Não é de hoje que ouvimos falar em autoestima, não é mesmo? Cada vez mais pessoas sofrem com problemas como baixa autoestima, ainda mais com o advento das redes sociais, que favorece a comparações e sentimentos de inferioridade. Por mais que digam que precisamos trabalhar a nossa autoestima, a verdade é que esta não é a chave para o problema.
De acordo com a Terapia Racional Emotiva Comportamental, a autoestima é uma espécie de autoavalição, e mesmo quando ela é positiva, pode ser prejudicial para a saúde mental. Estudos mostram que pessoas com autoestima extremamente alta sofrem com intolerância a críticas e tendem a ser mais violentas.
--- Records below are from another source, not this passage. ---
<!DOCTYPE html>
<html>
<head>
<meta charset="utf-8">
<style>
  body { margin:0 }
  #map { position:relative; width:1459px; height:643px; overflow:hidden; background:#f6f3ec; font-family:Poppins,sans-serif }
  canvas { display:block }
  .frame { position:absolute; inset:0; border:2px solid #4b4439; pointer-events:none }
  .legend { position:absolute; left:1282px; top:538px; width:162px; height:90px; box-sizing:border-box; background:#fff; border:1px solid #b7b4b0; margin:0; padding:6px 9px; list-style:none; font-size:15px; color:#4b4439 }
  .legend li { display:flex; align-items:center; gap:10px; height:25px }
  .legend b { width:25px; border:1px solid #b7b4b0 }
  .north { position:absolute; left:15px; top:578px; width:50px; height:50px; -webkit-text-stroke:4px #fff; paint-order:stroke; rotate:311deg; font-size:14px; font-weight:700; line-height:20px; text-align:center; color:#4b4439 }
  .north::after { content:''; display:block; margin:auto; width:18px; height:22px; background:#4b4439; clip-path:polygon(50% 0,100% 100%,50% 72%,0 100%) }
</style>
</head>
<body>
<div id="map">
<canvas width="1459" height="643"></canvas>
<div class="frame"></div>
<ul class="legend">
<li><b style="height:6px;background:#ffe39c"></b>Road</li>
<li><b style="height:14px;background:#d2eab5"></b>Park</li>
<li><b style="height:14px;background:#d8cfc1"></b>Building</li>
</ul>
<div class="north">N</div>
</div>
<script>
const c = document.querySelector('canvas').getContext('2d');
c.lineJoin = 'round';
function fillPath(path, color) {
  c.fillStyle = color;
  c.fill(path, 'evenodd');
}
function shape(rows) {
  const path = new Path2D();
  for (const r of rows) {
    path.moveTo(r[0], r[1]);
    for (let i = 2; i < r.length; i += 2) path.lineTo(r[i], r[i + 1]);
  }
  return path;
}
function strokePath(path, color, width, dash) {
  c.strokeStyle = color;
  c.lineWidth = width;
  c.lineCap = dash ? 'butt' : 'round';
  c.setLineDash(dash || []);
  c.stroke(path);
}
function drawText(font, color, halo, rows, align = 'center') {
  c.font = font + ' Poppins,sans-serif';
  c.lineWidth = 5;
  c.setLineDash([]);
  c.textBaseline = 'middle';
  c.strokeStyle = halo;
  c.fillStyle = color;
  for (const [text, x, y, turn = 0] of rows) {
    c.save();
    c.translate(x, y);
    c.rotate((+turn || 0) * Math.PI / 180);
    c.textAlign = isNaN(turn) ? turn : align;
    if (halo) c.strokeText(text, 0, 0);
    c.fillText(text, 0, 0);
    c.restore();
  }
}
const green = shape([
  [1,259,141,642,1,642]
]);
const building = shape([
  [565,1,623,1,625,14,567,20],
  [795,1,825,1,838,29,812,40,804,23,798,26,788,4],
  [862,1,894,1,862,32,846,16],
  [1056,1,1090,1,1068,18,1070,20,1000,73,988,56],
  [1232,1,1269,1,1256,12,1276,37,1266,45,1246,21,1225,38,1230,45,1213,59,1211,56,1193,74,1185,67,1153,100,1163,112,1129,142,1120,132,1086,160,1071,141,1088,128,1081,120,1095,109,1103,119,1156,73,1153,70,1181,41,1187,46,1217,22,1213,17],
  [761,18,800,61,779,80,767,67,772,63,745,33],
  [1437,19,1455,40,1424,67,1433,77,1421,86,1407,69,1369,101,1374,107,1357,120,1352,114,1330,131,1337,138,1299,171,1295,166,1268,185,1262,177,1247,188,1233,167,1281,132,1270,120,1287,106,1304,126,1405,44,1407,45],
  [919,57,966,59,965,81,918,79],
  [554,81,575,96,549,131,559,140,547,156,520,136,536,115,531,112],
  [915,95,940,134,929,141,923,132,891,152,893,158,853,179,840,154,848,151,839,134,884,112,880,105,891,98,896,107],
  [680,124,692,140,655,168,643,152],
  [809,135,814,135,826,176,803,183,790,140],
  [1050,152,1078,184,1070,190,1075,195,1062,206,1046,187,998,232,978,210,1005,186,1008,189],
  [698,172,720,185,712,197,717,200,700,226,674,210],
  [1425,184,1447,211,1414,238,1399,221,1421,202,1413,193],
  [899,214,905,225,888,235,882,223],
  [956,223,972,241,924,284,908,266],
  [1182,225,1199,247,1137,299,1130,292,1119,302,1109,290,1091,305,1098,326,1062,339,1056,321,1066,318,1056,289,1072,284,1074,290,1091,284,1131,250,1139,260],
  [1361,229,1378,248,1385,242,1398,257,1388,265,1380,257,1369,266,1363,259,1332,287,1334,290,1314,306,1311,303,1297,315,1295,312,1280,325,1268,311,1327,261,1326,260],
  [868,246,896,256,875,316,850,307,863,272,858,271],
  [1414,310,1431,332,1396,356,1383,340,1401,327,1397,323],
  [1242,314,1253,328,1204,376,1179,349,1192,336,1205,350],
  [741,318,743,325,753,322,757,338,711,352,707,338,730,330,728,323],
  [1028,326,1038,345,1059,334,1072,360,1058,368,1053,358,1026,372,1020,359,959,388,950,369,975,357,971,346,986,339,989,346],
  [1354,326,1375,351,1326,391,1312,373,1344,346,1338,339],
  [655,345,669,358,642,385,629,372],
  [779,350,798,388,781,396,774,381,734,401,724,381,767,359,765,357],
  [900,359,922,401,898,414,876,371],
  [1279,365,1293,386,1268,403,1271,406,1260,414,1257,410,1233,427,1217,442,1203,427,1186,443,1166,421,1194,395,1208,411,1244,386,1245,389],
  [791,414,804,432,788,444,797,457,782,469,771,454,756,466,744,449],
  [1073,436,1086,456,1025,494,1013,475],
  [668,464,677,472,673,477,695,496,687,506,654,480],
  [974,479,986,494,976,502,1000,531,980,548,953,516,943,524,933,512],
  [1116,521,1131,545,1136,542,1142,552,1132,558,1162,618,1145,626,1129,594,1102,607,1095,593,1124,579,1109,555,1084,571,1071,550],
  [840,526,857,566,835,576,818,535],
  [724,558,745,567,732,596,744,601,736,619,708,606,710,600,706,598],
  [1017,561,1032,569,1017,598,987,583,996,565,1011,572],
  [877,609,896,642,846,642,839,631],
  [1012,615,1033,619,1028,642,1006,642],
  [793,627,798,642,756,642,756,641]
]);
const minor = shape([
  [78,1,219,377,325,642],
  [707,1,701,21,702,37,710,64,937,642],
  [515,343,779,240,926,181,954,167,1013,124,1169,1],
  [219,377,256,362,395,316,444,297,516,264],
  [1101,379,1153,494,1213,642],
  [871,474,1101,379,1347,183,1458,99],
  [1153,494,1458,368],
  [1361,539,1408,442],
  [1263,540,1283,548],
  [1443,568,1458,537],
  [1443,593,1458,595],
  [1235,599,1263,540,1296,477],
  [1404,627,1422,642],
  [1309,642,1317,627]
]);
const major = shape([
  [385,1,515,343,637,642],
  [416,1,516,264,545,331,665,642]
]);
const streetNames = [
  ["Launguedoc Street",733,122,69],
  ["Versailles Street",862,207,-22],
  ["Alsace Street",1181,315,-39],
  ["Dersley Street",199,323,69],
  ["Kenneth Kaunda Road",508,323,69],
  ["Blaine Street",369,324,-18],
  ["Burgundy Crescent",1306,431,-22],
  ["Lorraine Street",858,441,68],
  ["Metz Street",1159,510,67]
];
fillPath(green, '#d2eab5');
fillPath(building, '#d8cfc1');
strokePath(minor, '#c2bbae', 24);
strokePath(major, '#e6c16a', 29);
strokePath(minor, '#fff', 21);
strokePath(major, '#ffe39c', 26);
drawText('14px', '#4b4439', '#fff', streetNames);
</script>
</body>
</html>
Pode-se pensar, então, que o equilíbrio é o caminho. No entanto, como dito anteriormente, a autoestima é uma autoavaliação, o que por si só já é prejudicial. Isso porque não existem parâmetros objetivos para se avaliar uma pessoa, ou seja, não é possível avaliar as pessoas em termos de “boas” ou “ruins”, pois não há uma regra que estabelece o que é, de fato, bom ou ruim, superior ou inferior.
Por isso, a Terapia Racional Emotiva Comportamental traz um outro conceito para auxiliar nesses casos: ao invés de melhorar a autoestima, elas promovem a autoaceitação incondicional. Isso significa aceitar a si mesmo independente de comportamentos e qualidades.
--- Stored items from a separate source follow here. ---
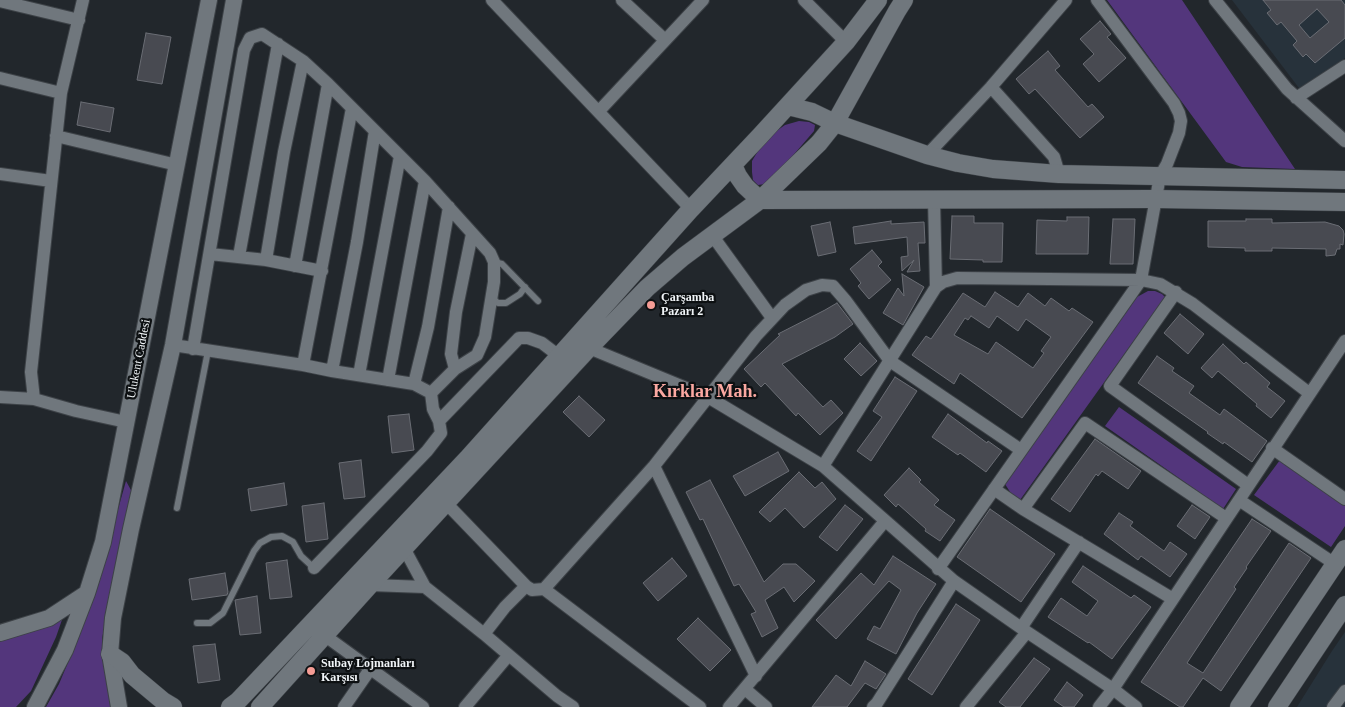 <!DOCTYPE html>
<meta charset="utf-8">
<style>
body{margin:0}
canvas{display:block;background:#22272c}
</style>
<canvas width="1345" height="707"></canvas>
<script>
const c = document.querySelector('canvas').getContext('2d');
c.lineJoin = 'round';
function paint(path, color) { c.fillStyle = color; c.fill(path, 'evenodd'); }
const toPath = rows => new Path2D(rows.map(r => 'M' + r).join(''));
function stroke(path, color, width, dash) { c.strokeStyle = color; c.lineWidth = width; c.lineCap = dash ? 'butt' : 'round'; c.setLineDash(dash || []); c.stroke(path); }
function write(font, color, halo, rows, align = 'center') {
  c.font = font + ' Georgia,serif'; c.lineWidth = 4.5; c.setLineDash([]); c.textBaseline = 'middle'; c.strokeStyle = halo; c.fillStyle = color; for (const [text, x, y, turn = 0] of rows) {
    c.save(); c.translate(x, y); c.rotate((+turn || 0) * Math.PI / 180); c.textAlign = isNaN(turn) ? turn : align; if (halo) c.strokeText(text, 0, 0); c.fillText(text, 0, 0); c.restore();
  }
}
paint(toPath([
 [1232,0,1345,0,1345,58,1307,85,1299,88],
 [1345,632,1345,707,1297,707,1332,651]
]), '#27323b');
paint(toPath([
 [1107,0,1182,0,1295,169,1242,167,1226,162],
 [799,121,809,122,815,125,814,131,790,159,765,184,758,185,753,180,752,172,752,161,758,151,775,132,785,125],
 [1148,291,1155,291,1162,294,1165,297,1020,500,1012,495,1005,484,1137,297],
 [1119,407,1236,489,1223,509,1105,426],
 [1280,460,1345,505,1345,526,1331,547,1254,495],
 [126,481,132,492,112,597,102,638,112,707,46,707,59,684,77,641,106,552],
 [64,614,56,637,31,691,16,707,0,707,0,636]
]), '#53367c');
const building = toPath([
 [1263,0,1341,0,1345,5,1345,38,1315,63,1306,54,1303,57,1293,45,1297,41,1281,22,1277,25,1267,13,1271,10,1263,0],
 [1317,9,1329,22,1310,38,1299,25,1317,9],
 [1100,21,1111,34,1107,37,1126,58,1099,82,1083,64,1094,54,1080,39,1100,21],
 [146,33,171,37,162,84,137,80,146,33],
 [1048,51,1060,66,1055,70,1088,107,1092,104,1104,117,1080,138,1035,89,1029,94,1016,79,1048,51],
 [81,102,114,108,110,132,77,125,81,102],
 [952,216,974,216,974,223,1003,223,1002,262,983,262,983,260,950,259,952,216],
 [1067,217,1089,217,1088,254,1036,254,1037,220,1067,221,1067,217],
 [1113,219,1135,219,1133,264,1110,264,1113,219],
 [1246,219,1272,219,1272,223,1325,222,1339,226,1343,230,1344,234,1343,245,1340,244,1340,249,1337,249,1335,255,1326,256,1326,249,1272,248,1272,251,1245,251,1245,248,1208,247,1208,221,1246,221,1246,219],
 [891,221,891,224,924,222,925,243,918,243,920,271,907,272,914,260,902,271,901,257,908,256,907,237,855,244,853,227,891,221],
 [830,222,836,252,818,256,811,226,830,222],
 [872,250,882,262,878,266,891,280,869,299,858,286,861,283,850,269,872,250],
 [902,274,924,287,903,325,883,313,898,288,904,296,902,274],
 [995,292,1018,307,1028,293,1045,306,1051,298,1069,311,1072,308,1093,322,1022,418,960,373,954,384,912,355,926,336,931,339,963,293,985,307,995,292],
 [971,316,989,328,997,316,1018,331,1026,319,1051,337,1041,351,1044,353,1033,368,996,342,988,354,954,335,965,318,968,320,971,316],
 [837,303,853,324,835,337,782,364,823,407,831,400,843,413,820,435,798,413,796,416,765,383,761,387,744,369,780,335,778,334,825,310,837,303],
 [1180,314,1204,334,1188,354,1164,333,1180,314],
 [860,343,877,361,861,376,844,359,860,343],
 [1223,344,1244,364,1246,362,1270,383,1267,387,1285,401,1271,418,1256,406,1257,404,1218,371,1212,378,1201,368,1223,344],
 [1157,356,1174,368,1172,371,1194,386,1189,393,1220,415,1224,409,1267,441,1252,462,1224,442,1223,444,1207,433,1208,432,1138,383,1157,356],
 [895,377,917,391,871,461,857,451,882,417,873,411,895,377],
 [579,396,605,420,589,437,563,412,579,396],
 [409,414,414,450,392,453,388,416,409,414],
 [948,414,987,443,988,441,1002,451,986,472,960,453,958,455,932,437,948,414],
 [1095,439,1141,471,1128,489,1102,471,1098,476,1096,474,1070,512,1051,499,1095,439],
 [778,452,789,471,745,496,733,476,778,452],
 [361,460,365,497,344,499,339,463,361,460],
 [909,468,921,480,919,482,939,500,934,505,955,520,940,541,925,531,926,529,898,504,896,507,884,495,909,468],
 [799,472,815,488,822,482,836,499,804,528,785,508,770,522,759,512,799,472],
 [710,480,764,582,783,564,796,564,815,581,794,602,784,587,765,600,778,628,762,637,751,614,756,612,739,584,734,586,703,519,700,520,686,492,710,480],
 [284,483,287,505,251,511,248,489,284,483],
 [324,503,328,539,306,542,302,506,324,503],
 [845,505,863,519,837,551,819,537,845,505],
 [1192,505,1210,517,1195,539,1177,526,1192,505],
 [990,509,1055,554,1021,602,957,557,990,509],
 [1119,513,1133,522,1130,526,1164,551,1170,542,1187,554,1170,577,1141,556,1138,560,1104,534,1119,513],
 [1252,519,1271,531,1246,567,1247,568,1234,587,1236,589,1187,663,1203,673,1289,543,1311,558,1221,691,1203,678,1183,707,1180,707,1141,682,1252,519],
 [893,556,936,584,917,613,896,654,867,639,874,626,880,629,901,590,889,581,836,639,816,620,861,573,874,585,893,556],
 [672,558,687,576,658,601,643,583,672,558],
 [287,560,292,597,270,599,266,563,287,560],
 [1083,566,1131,598,1134,595,1151,607,1112,659,1089,642,1088,643,1048,617,1061,598,1087,616,1098,601,1072,582,1083,566],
 [225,573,228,592,227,595,192,600,189,579,225,573],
 [257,596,261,633,240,635,235,600,257,596],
 [956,604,980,620,932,695,908,679,956,604],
 [698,618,731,650,710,671,677,639,698,618],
 [215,644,220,680,198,683,193,646,215,644],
 [1034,658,1050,669,1020,707,1006,707,999,702,1034,658],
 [865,661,886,674,876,689,865,683,847,707,812,707,836,675,851,686,865,661],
 [1067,682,1083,695,1074,707,1064,707,1054,700,1067,682]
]);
paint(building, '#484a51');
stroke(building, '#6a6d74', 1);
const service = toPath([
 [494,262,502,264,538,301],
 [492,298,498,303,506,303,520,294,525,287],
 [177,508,208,351],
 [197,623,210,623,223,613,254,551,260,543,271,537,282,536,293,542,301,556,314,568]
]);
const minor = toPath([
 [83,0,61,93,31,372,34,399,76,411,126,422],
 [492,0,691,209],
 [622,0,665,40],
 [804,0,846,42],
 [1215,0,1287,89,1345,141],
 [0,1,79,20],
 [0,78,61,93],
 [991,87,1054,157,1059,174],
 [1296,98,1345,66],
 [599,111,703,0],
 [56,136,177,165],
 [927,155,991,87,1066,0],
 [0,174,51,181],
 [934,199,936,287],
 [712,235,772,318],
 [210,254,266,260,322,271],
 [239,256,278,44],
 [266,260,284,152,303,61],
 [295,266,328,84],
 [1176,292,1110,386,1248,485],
 [173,345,303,365,332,371,414,384,431,393,433,409,439,421,441,433,427,451,314,568],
 [589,348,708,397,823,466,954,581,1027,632,1113,689,1136,707],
 [193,349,244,50,250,38,262,34,303,61,328,84,425,181,490,253,494,262,494,282,485,337,477,355,455,369,431,393],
 [303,365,352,108],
 [455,369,451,354,456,312,472,234],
 [332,371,357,242,375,131],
 [359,375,400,156],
 [388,380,425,181],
 [414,384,428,327,449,207],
 [0,397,34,399],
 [439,421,519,338,528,338,542,343,559,356],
 [1272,448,1345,499],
 [654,466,756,676],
 [823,466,936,287,943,282,957,278,1141,280,1160,284,1193,304,1309,393],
 [994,489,1023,509,1173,599],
 [1239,500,1335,564],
 [446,503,526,586],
 [1023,509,1085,423,1226,518],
 [404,548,425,587],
 [938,569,1141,280,1160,176,1167,164,1179,133,1181,121,1179,113,1174,103,1097,0],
 [370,585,425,587,484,634,557,696,573,707],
 [544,589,700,707],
 [1021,628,1079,542],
 [484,634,505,607,526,586,532,590,544,589,654,466,756,336,785,305,806,290,822,285,833,286,846,301,890,361,1021,450],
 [324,635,423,707],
 [745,689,766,707],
 [344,707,371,668],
 [465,707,508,656],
 [729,707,885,521],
 [873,707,877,703,954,581],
 [966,707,1027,632],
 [1099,707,1113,689,1345,341],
 [1333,707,1345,691]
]);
const tertiary = toPath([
 [0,633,49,618,87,593],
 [35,707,65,650,87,593,103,542,209,0],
 [119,707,110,654,113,618,131,529,173,345,234,0]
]);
const secondary = toPath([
 [788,106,812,112,835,123,927,155,958,163,993,169,1059,174,1345,180],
 [733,165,738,176,745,186,760,200,1155,199,1345,202],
 [110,654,122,662,132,675,163,701,173,707],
 [230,707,238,701,467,459,691,209,760,136,846,42,878,0],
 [260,707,370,585,589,348,647,288,683,257,760,200,819,143,835,123,897,11,904,0],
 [1239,707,1345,549],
 [1277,707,1345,605]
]);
stroke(service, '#3d4247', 8);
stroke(minor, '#3d4247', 14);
stroke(tertiary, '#3d4247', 18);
stroke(secondary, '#3d4247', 19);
stroke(service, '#70777d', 6);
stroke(minor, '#70777d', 12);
stroke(tertiary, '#70777d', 16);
stroke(secondary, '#70777d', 18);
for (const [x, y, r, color] of [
 [651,305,5,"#f59c95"],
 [311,671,5,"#f59c95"]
]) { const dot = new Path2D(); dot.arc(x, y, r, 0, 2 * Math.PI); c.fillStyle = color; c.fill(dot); stroke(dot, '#0d1012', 2); }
write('bold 12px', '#f0f4f7', '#0d1012', [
 ["Çarşamba",661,298],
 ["Pazarı 2",661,312],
 ["Subay Lojmanları",321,664],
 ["Karşısı",321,678]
], 'left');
write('12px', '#f0f4f7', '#0d1012', [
 ["Ulukent Caddesi",139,359,-79]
]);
write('bold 18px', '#fba8a1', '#0d1012', [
 ["Kırklar Mah.",705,392]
]);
</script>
Uma pesquisa feita por Chamberlain e Haaga, publicada no Journal of Rational-Emotive & Cognitive-Behavior Therapy, em 2011, mostra que pessoas que praticam a autoaceitação incondicional têm menos sintomas depressivos e de ansiedade. Além disso, essas mesmas pessoas mostraram-se mais felizes com a vida que levam, tendo um escore maior em testes que medem a felicidade e o bem-estar.
Ao contrário da autoestima, a autoaceitação não se baseia em conquistas e qualidades. Ela é incondicional e, por isso mesmo, é uma ótima aliada à estabilidade emocional, mesmo nos momentos ruins.
Vale lembrar, no entanto, que autoaceitação não é o mesmo que autoresignação. Enquanto o primeiro significa aceitar-se incondicionalmente, o segundo implica em uma acomodação com o modo de ser. A aceitação de si mesmo, no entanto, não deve ser um motivo para acomodar-se. Para podermos trabalhar nas nossas falhas, primeiro é preciso aceitá-las, e é isso que a autoaceitação busca, sem julgamentos.
Fica, então, a dúvida: como posso me autoaceitar? Não é um processo fácil, mas vamos te dar umas dicas para começar.
Deixar o autojulgamento de lado
O primeiro passo para a autoaceitação é deixar de julgar a si mesmo. Todos os seres humanos são falhos e cometem erros. Todos têm comportamentos que não são motivo de orgulho. Contudo, o erro é pensar que isso faz de nós pessoas ruins.
Reconhecer suas falhas como simples falhas, e não um julgamento de valor, é fundamental no processo de autoaceitação. Emitimos comportamentos inadequados diariamente. No entanto, é preciso separar essas ações dos valores que atribuímos a nós mesmos.
Você não é uma pessoa ruim porque ofendeu alguém em uma briga, ou porque procrastinou até perder o prazo de um trabalho. É importante ter em mente que falhas pontuais são situações, e não uma definição de caráter.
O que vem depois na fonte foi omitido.